アスナの指示にぞろぞろと会議室からプレイヤー達が移動、俺達B班も広場に向かう為席を立ち会議室の出口に向かう途中「おーいコノハ!」と誰かが俺を呼ぶ声が聞こえた。俺とクラインが立ち止まり声の主を

 

 

「お、ディアベル。お前も今回のボス戦参加するのか。もしかして班長?」

「あぁ。君の所の班長はクラインかな?」

「結構まとめ役として有能だしな」

「よせやい、照れるじゃねぇか」

「けどロリコンなんだよなぁ」

「唐突に何を言いやがる!?人聞きの悪い事言うんじゃねぇよ!俺はただ子供が好きなだけだ!!」

「シリカとは?」

「お付き合いをしたい(キリッ」

「うわぁぁ…」

「はっ!?!誤解だディアベル!今のは口が滑ったっつうか本音が漏れたっつうか…とにかく違ぇんだ!」

「ま、まぁ人の趣味趣向は人それぞれだからね。くれぐれも犯罪に走らないでくれよクライン」

「そんな目で見るなディアベル!」

「まぁそんなことはどうでもいいだろ。早く広場に行こうぜ」

「てめぇ!ただオレの性癖がディアベルにバラされただけじゃねぇか!!」

 

 

 

 

 

 

 

 

 

 

回廊結晶で転移した先は辺りが灰青色の岩で覆われた休息エリアだった。眼前の高さ3、4メートルはありそうな怪物のレリーフが彫られた門、ボスフロアへの入り口が俺達を威圧する。しかしここに居るのは幾度もボスへの扉を潜り抜け生き抜いてきた歴戦の強者だ。俺が見える限りでは誰も怯えてなんかいないし、寧ろ早くボスと闘いたいと願う顔付きをした者が何人か伺える程だ。

周りが戦闘準備を終えたのを確認した団長が目の前の黒鉄門を押すと、見た目によらず簡単にゴゴゴ…と低い音を立ててゆっくり開いていった。

30秒程の時間をかけて扉が完全に開ききると、ボスフロアに不気味な青色の炎が入り口から奥に向かって灯っていき、ボスフロア全体を不気味に照らし、その部屋の主人の姿を露わにした。
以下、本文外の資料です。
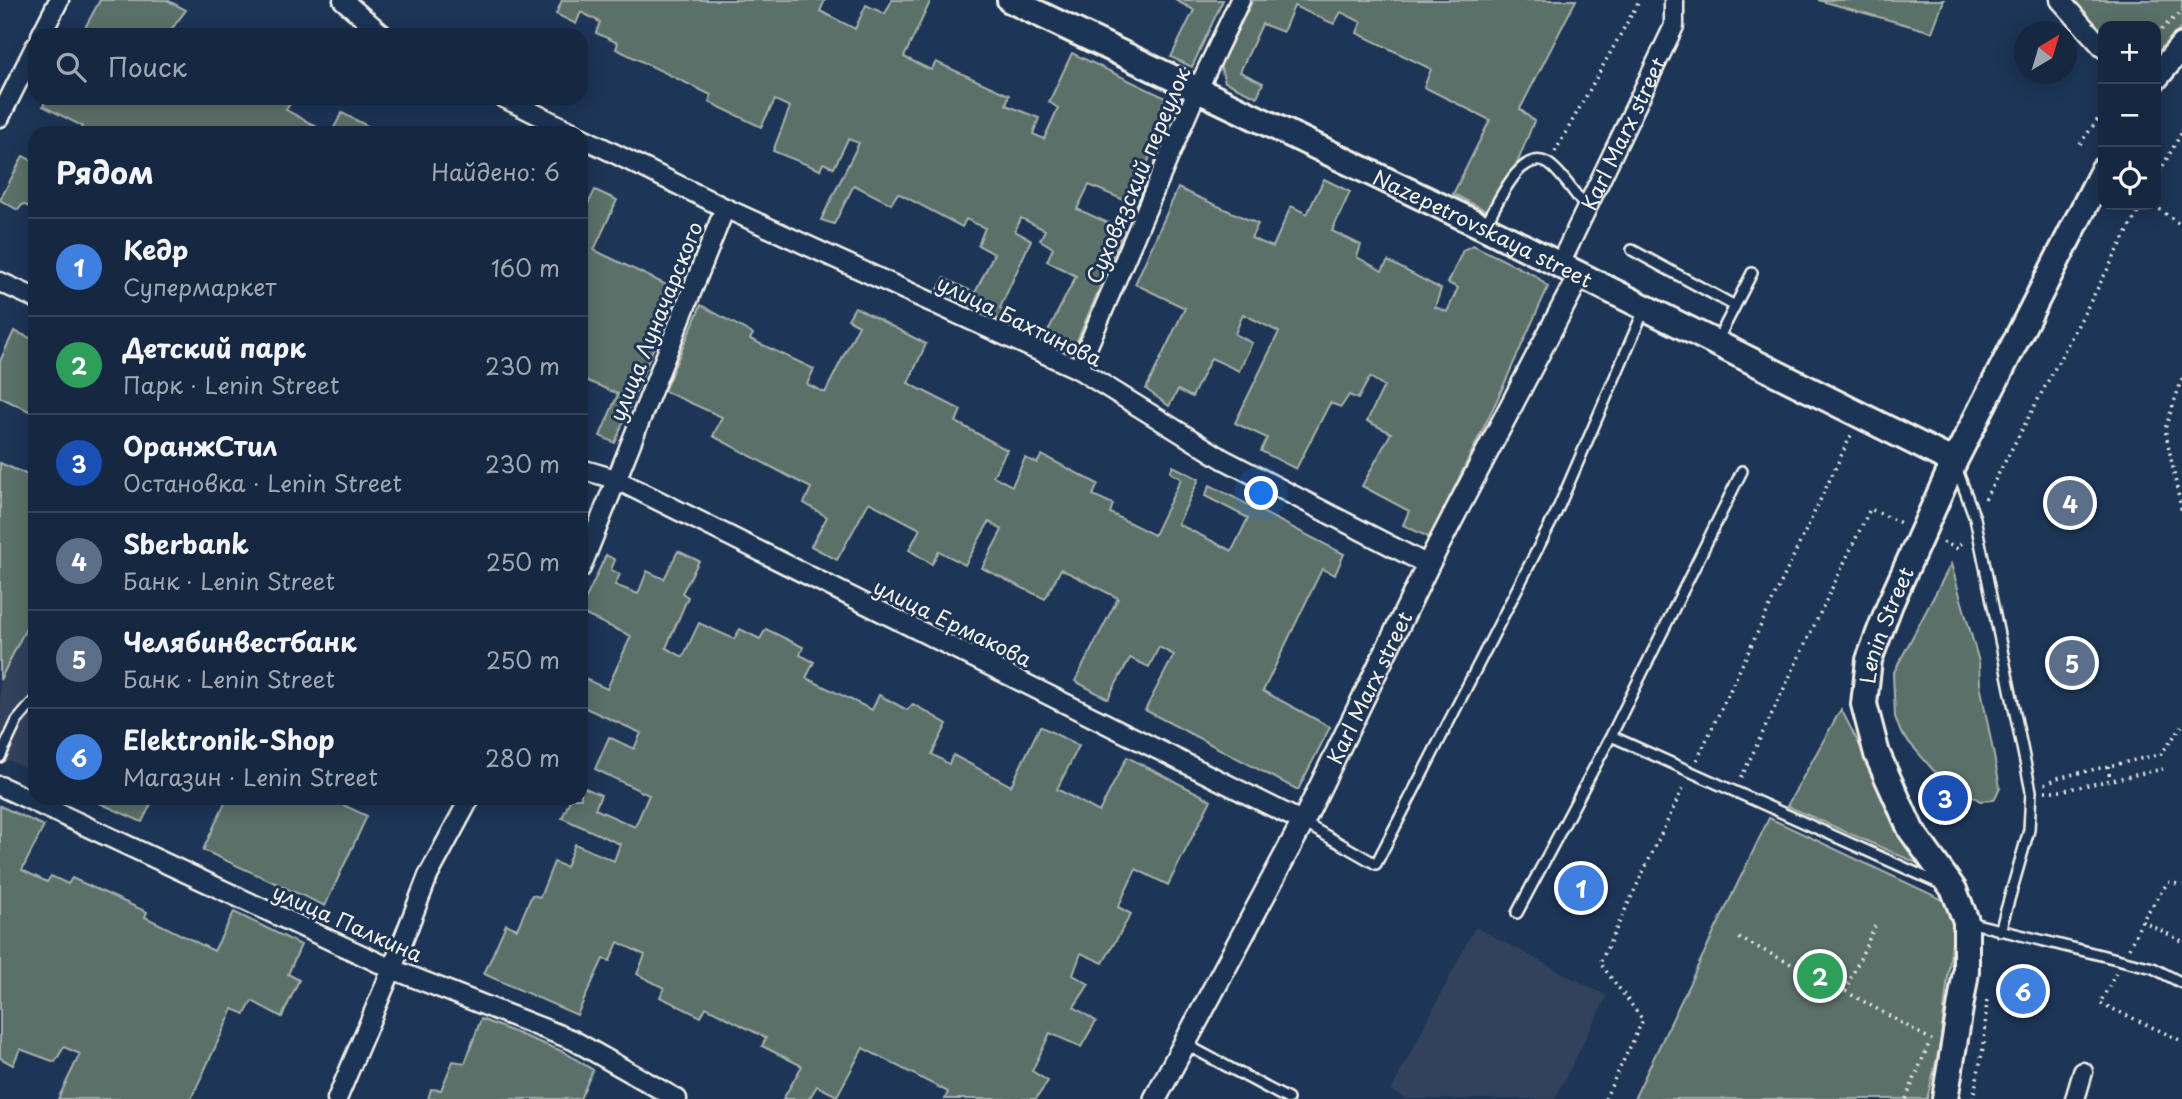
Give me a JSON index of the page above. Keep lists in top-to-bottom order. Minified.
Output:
{"streets":{"main road":["Nazepetrovskaya street","Lenin Street"],"street":["Karl Marx street","Суховязский переулок","улица Бахтинова","улица Луначарского","улица Ермакова","улица Палкина"]},"crossings":[["Karl Marx street","Nazepetrovskaya street"],["Karl Marx street","улица Бахтинова"],["Karl Marx street","улица Ермакова"],["Суховязский переулок","Nazepetrovskaya street"],["Суховязский переулок","улица Бахтинова"],["Nazepetrovskaya street","Lenin Street"],["улица Бахтинова","улица Луначарского"],["улица Луначарского","улица Ермакова"]],"north":"top right","page":{"map_buttons":["+","−"],"search":"Поиск","heading":["Рядом","Найдено: 6"],"list":[{"mark":"1","name":"Кедр","note":"Супермаркет","value":"160 m"},{"mark":"2","name":"Детский парк","note":"Парк · Lenin Street","value":"230 m"},{"mark":"3","name":"ОранжСтил","note":"Остановка · Lenin Street","value":"230 m"},{"mark":"4","name":"Sberbank","note":"Банк · Lenin Street","value":"250 m"},{"mark":"5","name":"Челябинвестбанк","note":"Банк · Lenin Street","value":"250 m"},{"mark":"6","name":"Elektronik-Shop","note":"Магазин · Lenin Street","value":"280 m"}],"pins":["4","5","3","1","2","6"]}}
巨人と言ってもいい程の大きさの体躯、ボディビルダーのような筋肉、捻じ曲がった角を持つ山羊頭、1メートル程の長さの鎖が付いた手枷と足枷、そして手に無骨な大型剣を持つ74層ボス、ザ・グリームアイズが咆哮とは思えない轟音を発したのが開戦の合図だった。

 

 

「全ての班は作戦に則り位置取りを開始!まずC班がファーストアタックし、ボスがC班に向いた所を残り2班が波状攻撃!攻撃箇所は武器喪失狙いの手か膝を付かせる為の足を重点的に!」

「「「了解!」」」

 

 

アスナの号令を聞いた各班は位置取りを開始し、C班班長のディアベルがボスの膝にファーストアタック、それに続いてC班がグリームアイズにダメージを与えていく。
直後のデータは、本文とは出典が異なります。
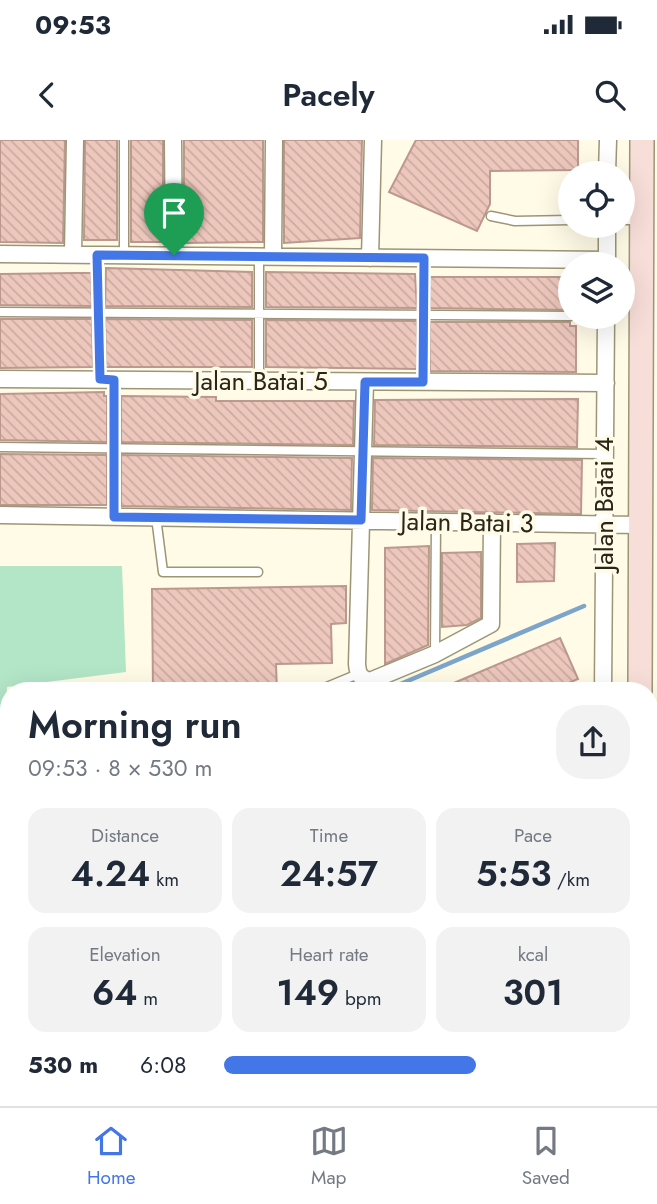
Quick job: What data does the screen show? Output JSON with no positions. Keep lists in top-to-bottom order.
{
  "streets": {
    "street": ["Jalan Batai 5", "Jalan Batai 4", "Jalan Batai 3"]
  },
  "crossings": [
    ["Jalan Batai 5", "Jalan Batai 4"],
    ["Jalan Batai 4", "Jalan Batai 3"]
  ],
  "page": {
    "status": "09:53",
    "header": "Pacely",
    "heading": ["Morning run", "09:53 · 8 × 530 m"],
    "stats": [
      ["Distance", "4.24 km"],
      ["Time", "24:57"],
      ["Pace", "5:53 /km"],
      ["Elevation", "64 m"],
      ["Heart rate", "149 bpm"],
      ["kcal", "301"]
    ],
    "list": [
      {
        "name": "530 m",
        "note": "6:08"
      }
    ],
    "tabs": ["Home", "Map", "Saved"]
  }
}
ファーストアタックをしたディアベルをターゲットにしたグリームアイズは大型剣をディアベル目掛けて振り下ろすがディアベルはそれをバックステップで回避。ディアベルが「スイッチ!」と叫ぶとF班のタンク達がC班の前に出る。

グリームアイズが大型剣を地面から持ち上げる間の時間にA班からアスナとクラディールが、俺達B班からノトとクラインが走り出し、グリームアイズの背中を攻撃。ダメージを稼ぐ。
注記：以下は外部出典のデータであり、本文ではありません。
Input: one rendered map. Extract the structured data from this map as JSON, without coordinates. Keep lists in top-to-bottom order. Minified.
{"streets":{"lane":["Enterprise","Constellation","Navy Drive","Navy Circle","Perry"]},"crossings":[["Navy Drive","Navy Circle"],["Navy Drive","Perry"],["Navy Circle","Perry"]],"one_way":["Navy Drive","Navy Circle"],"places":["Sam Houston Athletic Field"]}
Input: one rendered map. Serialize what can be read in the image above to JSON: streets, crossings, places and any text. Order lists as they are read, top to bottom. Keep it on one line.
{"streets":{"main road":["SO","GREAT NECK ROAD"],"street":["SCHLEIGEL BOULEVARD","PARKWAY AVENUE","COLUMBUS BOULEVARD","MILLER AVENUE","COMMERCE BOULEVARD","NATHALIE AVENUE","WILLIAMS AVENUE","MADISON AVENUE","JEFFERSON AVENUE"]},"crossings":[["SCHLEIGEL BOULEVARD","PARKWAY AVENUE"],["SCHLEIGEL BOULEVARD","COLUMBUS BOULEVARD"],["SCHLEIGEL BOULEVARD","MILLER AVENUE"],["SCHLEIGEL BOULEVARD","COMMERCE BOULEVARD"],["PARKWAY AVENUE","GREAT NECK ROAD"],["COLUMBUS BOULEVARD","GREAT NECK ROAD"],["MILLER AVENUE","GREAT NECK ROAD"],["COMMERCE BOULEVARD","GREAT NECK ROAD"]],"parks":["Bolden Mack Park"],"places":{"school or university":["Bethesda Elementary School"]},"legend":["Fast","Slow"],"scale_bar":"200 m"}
攻撃対象をディアベルから四人に切り替えたグリームアイズが大型剣を横一閃に薙ぎ払い。F班のタンクは盾で凌ぎ、アスナ、クラインはしゃがんで回避、クラディールは大剣で防御したが槍使いのノトが防御に間に合わず腹に見事に一撃を貰い、手枷の鎖に弾かれ数度バウンドをしながら吹き飛ぶ。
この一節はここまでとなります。